PMS2 agents, Herbert Booth and Alex Gordon, were used to set-up three members of the Socialist Labour Party in Derby. On 10th March 1917, The judge disagreed with the objection to the use of secret agents. "Without them it would be impossible to detect crimes of this kind." However, he admitted that if the jury did not believe the evidence of Booth, then the case "to a large extent fails". Apparently, the jury did believe the testimony of Booth and after less than half-an-hour of deliberation, they found Alice Wheeldon, Winnie Mason and Alfred Mason guilty of conspiracy to murder. Alice was sentenced to ten years in prison. Alfred got seven years whereas Winnie received "five years' penal servitude."

On 13th March, three days after the conviction, the Amalgamated Society of Engineers, published an open letter to the Home Secretary that included the following: "We demand that the Police Spies, on whose evidence the Wheeldon family is being tried, be put in the Witness Box, believing that in the event of this being done fresh evidence will be forthcoming which will put a different complexion on the case."

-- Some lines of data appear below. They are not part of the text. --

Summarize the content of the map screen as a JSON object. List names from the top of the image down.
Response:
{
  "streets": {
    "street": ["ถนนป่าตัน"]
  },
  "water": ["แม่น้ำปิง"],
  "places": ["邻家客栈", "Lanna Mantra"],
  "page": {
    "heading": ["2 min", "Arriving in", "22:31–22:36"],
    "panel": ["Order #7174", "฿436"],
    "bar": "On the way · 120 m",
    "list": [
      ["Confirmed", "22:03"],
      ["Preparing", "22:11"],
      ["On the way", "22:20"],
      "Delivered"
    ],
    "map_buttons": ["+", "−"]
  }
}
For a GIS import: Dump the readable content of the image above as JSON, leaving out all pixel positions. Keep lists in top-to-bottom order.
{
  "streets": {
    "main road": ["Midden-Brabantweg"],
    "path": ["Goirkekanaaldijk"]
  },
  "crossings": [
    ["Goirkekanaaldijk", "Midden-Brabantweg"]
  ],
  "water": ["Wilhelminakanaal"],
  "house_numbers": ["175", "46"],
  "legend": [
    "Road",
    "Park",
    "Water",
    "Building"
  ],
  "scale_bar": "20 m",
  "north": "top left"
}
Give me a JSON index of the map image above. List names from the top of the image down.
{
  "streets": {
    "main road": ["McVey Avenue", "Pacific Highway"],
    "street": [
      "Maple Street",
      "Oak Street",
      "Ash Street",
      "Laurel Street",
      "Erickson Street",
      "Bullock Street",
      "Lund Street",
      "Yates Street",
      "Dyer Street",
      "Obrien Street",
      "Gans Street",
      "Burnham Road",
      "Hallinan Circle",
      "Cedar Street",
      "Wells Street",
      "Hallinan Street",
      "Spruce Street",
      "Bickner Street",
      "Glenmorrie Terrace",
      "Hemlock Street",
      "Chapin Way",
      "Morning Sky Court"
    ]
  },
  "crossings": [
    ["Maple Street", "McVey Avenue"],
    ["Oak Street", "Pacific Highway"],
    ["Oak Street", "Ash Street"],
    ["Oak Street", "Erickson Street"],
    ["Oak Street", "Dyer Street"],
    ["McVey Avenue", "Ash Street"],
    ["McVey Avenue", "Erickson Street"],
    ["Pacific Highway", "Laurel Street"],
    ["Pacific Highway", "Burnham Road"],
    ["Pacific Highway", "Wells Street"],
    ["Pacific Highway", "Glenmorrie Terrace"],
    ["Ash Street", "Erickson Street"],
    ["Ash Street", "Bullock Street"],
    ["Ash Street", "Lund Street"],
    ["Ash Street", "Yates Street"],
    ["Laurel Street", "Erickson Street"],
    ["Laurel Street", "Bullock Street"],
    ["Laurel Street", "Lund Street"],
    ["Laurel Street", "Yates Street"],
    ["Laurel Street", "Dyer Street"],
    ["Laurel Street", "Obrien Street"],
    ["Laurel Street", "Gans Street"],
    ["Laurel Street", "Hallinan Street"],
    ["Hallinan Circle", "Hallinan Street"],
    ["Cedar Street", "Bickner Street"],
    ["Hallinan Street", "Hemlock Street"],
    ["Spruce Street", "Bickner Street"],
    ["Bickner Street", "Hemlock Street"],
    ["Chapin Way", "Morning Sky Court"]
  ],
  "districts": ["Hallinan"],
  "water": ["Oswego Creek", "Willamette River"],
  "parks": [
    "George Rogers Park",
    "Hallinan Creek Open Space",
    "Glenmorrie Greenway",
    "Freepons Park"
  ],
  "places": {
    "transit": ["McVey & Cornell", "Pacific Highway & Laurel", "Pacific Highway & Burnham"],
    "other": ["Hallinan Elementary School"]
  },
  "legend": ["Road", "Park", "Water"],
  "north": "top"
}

Basil Thomson, the Deputy Commissioner of the Metropolitan Police, was also unconvinced by the guilt of Alice Wheeldon and her family. Thomson later said that he had "an uneasy feeling that he himself might have acted as what the French call an agent provocateur - an inciting agent - by putting the idea into the woman's head, or, if the idea was already there, by offering to act as the dart-thrower."

This controversial case resulted in the PMS2 being closed down in 1917. Ball continued to work for MI5 and it is claimed that he played an important role in the bringing down Ramsay MacDonald and the Labour government.

In October 1924 the MI5 intercepted a letter signed by Grigory Zinoviev, chairman of the Comintern in the Soviet Union, and Arthur McManus, the British representative on the committee. In the letter British communists were urged to promote revolution through acts of sedition. Vernon Kell, head of MI5 and Sir Basil Thomson head of Special Branch, were convinced that what became known as the Zinoviev Letter was genuine. Kell showed the letter to Ramsay MacDonald, the Labour Prime Minister. It was agreed that the letter should be kept secret but someone leaked news of the letter to the Times and the Daily Mail.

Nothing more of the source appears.